International Stroke Conference
February 19–21, 2020
Robert Regenhardt, MD, PhD
@rwregen
The session “Expanding Indications for Thrombectomy” at the International Stroke Conference 2020 included several debates about which patients should be treated with thrombectomy (EVT). Moderated by Thabele Leslie-Mazwi and Marc Ribo, topics included whether to treat patients with mild symptoms, tandem occlusions, and large cores.
Pooja Khatri argued to treat patients with mild symptoms. She first defined mild as NIHSS 0-5, as these patients were largely not included in the landmark RCTs. 20-40% of patients with mild symptoms will decline. Dr. Khatri made the point that NIHSS doesn’t modify the treatment effect of EVT; it may be reasonable to expect benefit even with lower NIHSS. While non-randomized data are mixed, a recent meta-analysis showed a non-significant benefit with treatment.
Sandra Narayanan argued instead that patients with mild symptoms should be monitored. She emphasized the importance of this question: 15% of LVO present with mild symptoms. However, we cannot ignore the potential risks to these patients given they present with only mild symptoms. In the Swiss stroke registry, mortality was observed in 9.3% of EVT patients compared to 2.8% without (p=0.06). The ETIS registry showed any ICH occurred in 16.5% of EVT patients compared to 6% without (p=0.008). Another retrospective cohort from 8 centers in US/Barcelona showed symptomatic ICH in 5.8% of EVT patients compared to 0% in those without (p=0.02). Dr. Narayanan argued that we should consider other variables to assess risk before making this decision: collateral score, orthostatic challenge, perfusion imaging, and NIHSS eloquence. It may be best to randomize these patients in ongoing RCTs: TEMPO-2, ENDOLOW, and IN EXTREMIS.
Albert Yoo was asked to make a case against treating tandem occlusions. He argued that there is little randomized data to prove efficacy. Tandem occlusions only accounted for 10% of patients treated in the HERMES meta-analysis. The American Heart Association guidelines suggest it may be reasonable to treat with class 2b evidence, reflecting clinical equipoise. Further, the benefit of EVT decreases with time, and tandem lesions take more time to treat. There is a 10-15% reduction in 90-day functional independence when procedure time increases from 35 min to 80 min. Thrombus fragmentation that occurs when treating tandem occlusions may also be a consideration. Dr. Yoo described these occlusions are often red blood cell clots, which have been shown more likely to embolize. Red blood cell content can also impact the degree of clot contraction. Selection may be especially important for these cases.
Ameer Hassan argued for treating tandem occlusions. While outcomes are not as good as those with isolated intracranial occlusions, the evidence we have suggests outcomes are better for those treated compared to not. Dr. Hassan discussed that time and technique are important variables we should target for improvement.
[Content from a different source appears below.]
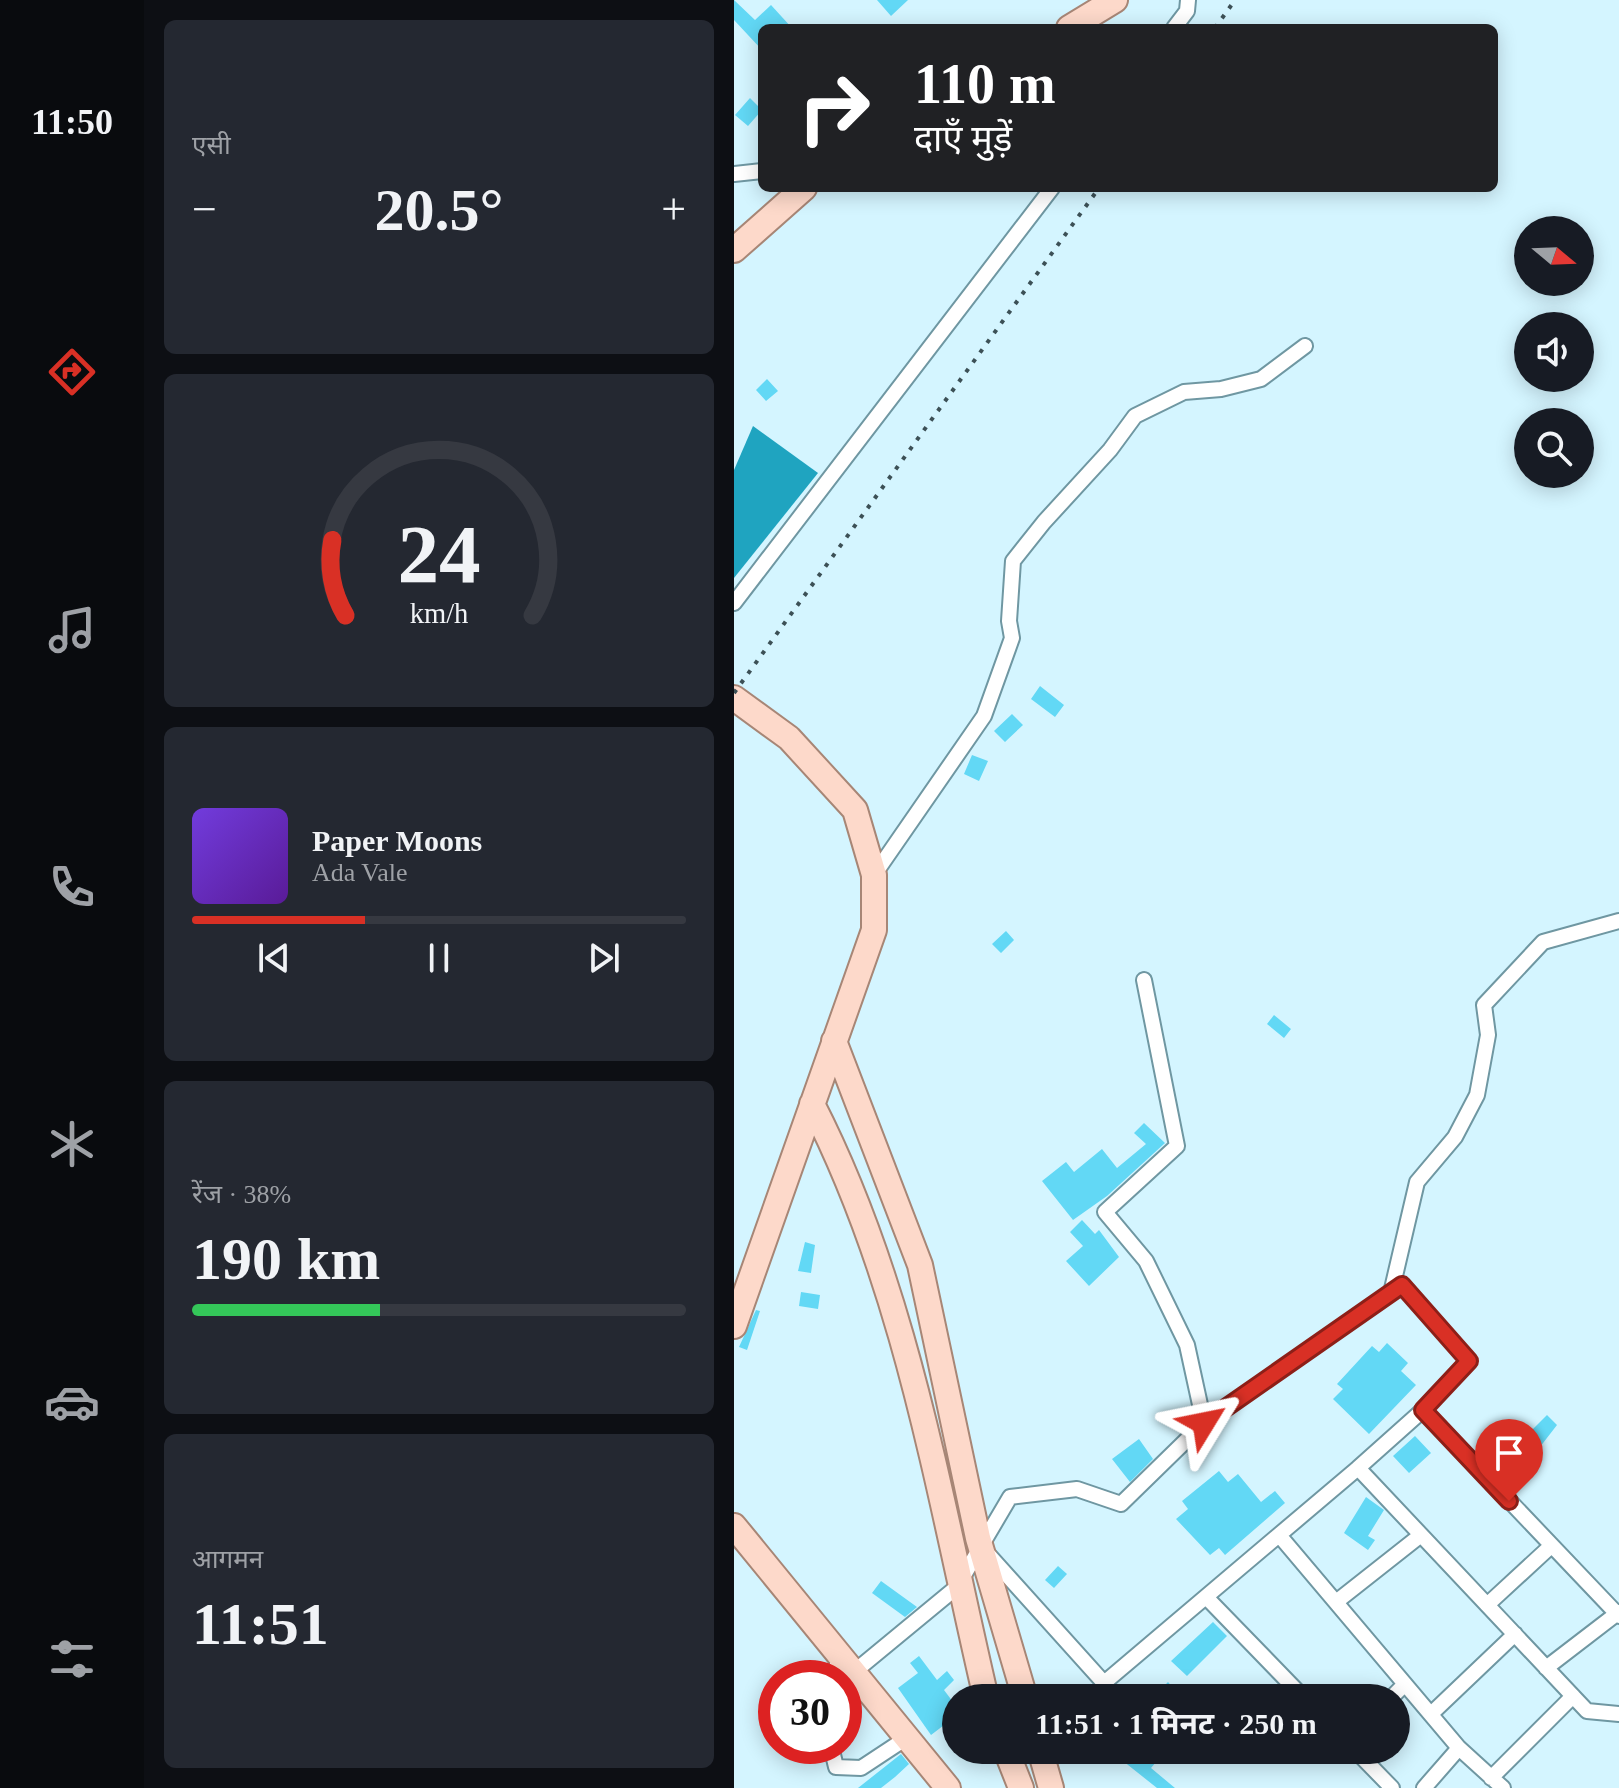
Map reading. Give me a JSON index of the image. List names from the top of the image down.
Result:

Improved techniques, such as ReWiSed CARe, show successful reperfusion in 96%. Another important consideration is whether patients should receive acute ICA stents. EASI-TOC is ongoing, but for now the consensus was that it may be best to avoid acute stenting if possible. If stenting is necessary acutely, antiplatelet strategy requires careful consideration. For patients treated with tPA, Dr. Yoo suggested ASA may be sufficient for the first 24h followed by DAPT thereafter. Dr. Hassan, on the other hand, recommended both ASA and GP IIB/IIIa immediately, imaging at 12h, then switching to ASA/Plavix.
Johanna Fifi made a case to treat patients with large cores. While there is limited RCT data, available evidence suggests there is a benefit. A case control study from Grady suggested that there was a benefit in those with core >50 cc. In the RCTs, there was a benefit even for those with ASPECTS 3-5. Conceding core size affects outcome, she discussed that the faster we treat larger cores, the better given outcomes are highly time dependent for these patients. Dr. Fifi also cautioned that CTP measured core may not be accurate in the very early time window. She concluded that the outer boundary of core volume has yet to be determined.
Bruce Campbell argued against treating all patients with large cores. He cautioned that the major concerns are hemorrhage and malignant edema. HERMES showed that 20% of patients with very large cores have symptomatic ICH. He conceded that some large core patients will likely benefit, but careful selection is needed. We also must be careful not to mislabel patients as large core who are not (CTP vs non-contrast CT). Furthermore, he discussed ongoing trials studying adjuvant therapies, such as glyburide, for patients with large cores. Ongoing RCTs will help us with this decision; TESLA, SELECT 2, RESCUE-Japan, and IN EXTREMIS are ongoing.